Task instructions
Lines, not repeats, are what count: give the number of lines below that hold "iela", and nothing more.

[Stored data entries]
=======

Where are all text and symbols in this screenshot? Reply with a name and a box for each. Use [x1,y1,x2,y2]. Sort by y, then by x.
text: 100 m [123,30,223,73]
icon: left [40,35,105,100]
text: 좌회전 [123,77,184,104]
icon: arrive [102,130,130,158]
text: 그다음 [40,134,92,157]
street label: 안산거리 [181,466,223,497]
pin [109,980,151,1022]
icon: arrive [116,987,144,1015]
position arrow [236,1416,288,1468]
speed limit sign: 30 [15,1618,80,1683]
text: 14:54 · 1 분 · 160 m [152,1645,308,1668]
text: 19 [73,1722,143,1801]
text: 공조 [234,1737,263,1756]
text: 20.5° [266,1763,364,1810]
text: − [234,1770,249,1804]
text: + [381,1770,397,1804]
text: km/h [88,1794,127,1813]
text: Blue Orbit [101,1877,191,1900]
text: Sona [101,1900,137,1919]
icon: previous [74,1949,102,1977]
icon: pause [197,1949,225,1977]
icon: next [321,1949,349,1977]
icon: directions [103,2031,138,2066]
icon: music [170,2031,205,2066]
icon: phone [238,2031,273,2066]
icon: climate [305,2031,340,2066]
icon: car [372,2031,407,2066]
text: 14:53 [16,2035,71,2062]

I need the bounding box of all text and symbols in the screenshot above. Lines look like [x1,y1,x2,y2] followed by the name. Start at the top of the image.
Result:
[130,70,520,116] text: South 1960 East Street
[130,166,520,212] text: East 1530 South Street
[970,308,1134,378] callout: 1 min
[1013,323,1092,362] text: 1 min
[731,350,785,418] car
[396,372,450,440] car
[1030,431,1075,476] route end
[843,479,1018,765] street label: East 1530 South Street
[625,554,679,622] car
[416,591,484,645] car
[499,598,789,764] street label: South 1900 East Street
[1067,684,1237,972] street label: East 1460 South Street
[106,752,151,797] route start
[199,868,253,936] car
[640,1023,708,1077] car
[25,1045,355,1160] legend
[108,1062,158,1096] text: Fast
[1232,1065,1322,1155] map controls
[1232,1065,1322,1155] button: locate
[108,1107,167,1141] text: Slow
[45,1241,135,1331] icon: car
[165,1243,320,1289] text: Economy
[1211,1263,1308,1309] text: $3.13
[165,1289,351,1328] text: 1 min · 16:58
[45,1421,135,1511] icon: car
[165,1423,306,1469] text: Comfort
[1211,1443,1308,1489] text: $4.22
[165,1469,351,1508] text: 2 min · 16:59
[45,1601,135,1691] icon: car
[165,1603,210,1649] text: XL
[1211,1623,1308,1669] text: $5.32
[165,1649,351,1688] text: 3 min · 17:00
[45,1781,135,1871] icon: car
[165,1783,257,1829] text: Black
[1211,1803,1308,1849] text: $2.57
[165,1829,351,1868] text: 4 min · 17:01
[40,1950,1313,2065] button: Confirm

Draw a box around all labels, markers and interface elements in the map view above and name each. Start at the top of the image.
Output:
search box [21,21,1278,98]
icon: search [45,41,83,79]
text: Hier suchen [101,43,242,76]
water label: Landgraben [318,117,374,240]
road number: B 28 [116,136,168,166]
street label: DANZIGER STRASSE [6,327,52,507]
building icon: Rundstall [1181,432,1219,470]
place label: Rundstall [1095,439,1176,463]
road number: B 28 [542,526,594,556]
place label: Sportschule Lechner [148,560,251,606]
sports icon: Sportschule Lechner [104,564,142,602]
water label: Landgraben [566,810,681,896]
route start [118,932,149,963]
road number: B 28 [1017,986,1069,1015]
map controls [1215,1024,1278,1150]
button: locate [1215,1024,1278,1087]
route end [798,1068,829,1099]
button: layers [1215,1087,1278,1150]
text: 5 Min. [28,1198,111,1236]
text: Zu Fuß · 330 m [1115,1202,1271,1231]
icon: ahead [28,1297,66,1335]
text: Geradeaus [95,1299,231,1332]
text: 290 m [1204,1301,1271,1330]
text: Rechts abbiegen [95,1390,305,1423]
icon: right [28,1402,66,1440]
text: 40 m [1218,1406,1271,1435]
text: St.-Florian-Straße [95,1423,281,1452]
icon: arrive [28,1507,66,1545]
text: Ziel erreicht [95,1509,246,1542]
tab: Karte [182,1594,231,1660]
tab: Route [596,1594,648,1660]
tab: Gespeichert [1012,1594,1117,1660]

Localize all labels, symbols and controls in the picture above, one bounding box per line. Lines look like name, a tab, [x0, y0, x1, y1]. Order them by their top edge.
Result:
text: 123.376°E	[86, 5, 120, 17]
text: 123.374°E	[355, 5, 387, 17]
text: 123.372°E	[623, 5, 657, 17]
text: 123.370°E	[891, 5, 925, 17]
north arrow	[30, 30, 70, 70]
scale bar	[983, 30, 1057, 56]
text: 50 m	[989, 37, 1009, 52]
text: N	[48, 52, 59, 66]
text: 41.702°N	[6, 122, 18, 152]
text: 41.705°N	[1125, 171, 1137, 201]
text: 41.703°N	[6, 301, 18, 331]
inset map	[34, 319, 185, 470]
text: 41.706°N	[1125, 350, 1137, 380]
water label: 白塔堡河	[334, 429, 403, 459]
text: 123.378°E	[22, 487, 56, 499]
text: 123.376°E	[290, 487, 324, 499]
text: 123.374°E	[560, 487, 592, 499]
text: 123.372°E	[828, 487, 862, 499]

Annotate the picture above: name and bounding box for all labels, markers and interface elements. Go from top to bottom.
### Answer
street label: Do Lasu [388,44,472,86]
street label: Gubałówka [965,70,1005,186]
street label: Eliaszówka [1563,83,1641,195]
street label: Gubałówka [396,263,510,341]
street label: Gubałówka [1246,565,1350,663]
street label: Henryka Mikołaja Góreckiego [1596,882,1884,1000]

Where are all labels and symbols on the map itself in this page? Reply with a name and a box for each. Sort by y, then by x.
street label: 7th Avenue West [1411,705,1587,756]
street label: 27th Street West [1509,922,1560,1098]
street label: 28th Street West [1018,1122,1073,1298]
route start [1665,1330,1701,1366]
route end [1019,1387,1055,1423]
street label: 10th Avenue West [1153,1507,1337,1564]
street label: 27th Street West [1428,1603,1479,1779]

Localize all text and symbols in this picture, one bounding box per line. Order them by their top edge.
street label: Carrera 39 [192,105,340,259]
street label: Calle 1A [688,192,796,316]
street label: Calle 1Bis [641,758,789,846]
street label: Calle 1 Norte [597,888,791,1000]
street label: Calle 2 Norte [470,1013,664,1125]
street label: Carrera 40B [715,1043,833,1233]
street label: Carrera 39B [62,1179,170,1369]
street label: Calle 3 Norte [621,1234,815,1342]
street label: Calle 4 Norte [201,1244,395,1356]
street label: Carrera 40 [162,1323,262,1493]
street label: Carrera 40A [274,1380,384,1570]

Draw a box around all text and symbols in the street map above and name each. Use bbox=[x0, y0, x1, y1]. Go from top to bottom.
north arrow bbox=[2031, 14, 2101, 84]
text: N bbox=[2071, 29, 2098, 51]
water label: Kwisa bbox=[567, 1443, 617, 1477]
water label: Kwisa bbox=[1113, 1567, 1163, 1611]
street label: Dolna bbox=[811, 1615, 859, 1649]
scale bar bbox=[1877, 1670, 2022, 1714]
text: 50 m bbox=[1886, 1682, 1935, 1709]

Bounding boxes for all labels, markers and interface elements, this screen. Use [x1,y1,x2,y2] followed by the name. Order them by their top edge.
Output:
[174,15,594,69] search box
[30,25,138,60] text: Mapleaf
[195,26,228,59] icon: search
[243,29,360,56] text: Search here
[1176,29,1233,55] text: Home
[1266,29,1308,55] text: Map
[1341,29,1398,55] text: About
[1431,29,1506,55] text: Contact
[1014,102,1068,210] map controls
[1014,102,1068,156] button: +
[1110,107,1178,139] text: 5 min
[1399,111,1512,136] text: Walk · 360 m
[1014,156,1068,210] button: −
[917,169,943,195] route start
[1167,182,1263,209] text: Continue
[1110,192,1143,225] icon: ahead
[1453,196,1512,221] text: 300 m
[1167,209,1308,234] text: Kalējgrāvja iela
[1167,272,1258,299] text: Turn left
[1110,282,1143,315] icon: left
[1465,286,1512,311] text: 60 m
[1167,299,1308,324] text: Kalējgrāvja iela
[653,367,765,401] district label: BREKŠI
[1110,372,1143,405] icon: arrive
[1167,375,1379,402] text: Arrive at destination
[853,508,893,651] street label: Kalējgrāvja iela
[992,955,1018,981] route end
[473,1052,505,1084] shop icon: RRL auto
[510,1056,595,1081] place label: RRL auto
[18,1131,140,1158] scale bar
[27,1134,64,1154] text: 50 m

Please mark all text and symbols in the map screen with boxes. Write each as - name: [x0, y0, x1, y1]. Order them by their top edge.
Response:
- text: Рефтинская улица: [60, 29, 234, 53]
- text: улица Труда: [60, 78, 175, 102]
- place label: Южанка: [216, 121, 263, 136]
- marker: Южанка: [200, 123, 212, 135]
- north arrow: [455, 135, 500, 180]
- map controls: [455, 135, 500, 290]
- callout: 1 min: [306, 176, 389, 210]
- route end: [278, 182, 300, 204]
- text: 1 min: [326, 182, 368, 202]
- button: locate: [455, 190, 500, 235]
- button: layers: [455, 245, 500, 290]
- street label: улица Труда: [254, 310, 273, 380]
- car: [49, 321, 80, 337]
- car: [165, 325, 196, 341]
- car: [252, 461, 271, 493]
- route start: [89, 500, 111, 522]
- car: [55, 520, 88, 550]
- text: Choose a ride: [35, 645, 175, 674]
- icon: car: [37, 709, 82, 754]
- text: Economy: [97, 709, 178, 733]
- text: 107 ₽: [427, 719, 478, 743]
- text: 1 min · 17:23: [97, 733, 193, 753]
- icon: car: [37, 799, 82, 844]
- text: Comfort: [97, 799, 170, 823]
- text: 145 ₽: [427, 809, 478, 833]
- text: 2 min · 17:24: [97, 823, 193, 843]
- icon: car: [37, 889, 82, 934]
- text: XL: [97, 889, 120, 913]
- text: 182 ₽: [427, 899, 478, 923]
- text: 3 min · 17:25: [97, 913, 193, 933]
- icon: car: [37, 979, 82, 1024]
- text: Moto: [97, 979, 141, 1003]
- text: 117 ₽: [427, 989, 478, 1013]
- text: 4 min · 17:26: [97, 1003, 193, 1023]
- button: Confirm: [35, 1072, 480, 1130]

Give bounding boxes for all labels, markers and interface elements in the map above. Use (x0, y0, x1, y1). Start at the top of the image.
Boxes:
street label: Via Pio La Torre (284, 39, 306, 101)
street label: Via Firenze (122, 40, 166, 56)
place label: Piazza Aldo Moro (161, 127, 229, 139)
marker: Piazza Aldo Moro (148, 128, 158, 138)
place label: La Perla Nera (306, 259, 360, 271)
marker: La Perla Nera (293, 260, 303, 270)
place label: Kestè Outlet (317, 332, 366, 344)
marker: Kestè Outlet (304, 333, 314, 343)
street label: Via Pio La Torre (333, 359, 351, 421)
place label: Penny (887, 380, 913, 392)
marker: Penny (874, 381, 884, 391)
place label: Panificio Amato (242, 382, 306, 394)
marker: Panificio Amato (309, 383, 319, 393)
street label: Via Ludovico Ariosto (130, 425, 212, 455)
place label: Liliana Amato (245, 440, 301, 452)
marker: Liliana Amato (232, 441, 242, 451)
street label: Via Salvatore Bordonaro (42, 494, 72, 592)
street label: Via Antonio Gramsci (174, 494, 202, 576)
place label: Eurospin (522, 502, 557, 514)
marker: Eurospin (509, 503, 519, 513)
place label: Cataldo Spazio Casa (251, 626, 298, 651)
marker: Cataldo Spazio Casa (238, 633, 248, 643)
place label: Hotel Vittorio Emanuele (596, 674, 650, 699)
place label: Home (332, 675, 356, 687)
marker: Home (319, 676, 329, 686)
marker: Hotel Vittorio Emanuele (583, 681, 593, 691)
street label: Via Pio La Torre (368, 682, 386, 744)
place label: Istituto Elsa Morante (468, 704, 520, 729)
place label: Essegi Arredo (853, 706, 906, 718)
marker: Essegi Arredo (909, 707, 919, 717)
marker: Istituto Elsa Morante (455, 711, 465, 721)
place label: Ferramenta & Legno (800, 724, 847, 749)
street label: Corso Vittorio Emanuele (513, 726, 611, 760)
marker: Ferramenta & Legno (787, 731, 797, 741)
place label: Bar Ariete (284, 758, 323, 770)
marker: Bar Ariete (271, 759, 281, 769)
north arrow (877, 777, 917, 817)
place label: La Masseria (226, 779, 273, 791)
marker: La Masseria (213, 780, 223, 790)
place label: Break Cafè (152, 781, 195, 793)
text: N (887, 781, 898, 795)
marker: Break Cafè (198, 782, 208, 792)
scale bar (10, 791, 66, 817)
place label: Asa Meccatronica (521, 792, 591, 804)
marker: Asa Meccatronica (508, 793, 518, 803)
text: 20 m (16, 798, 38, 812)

=======

Task answer
3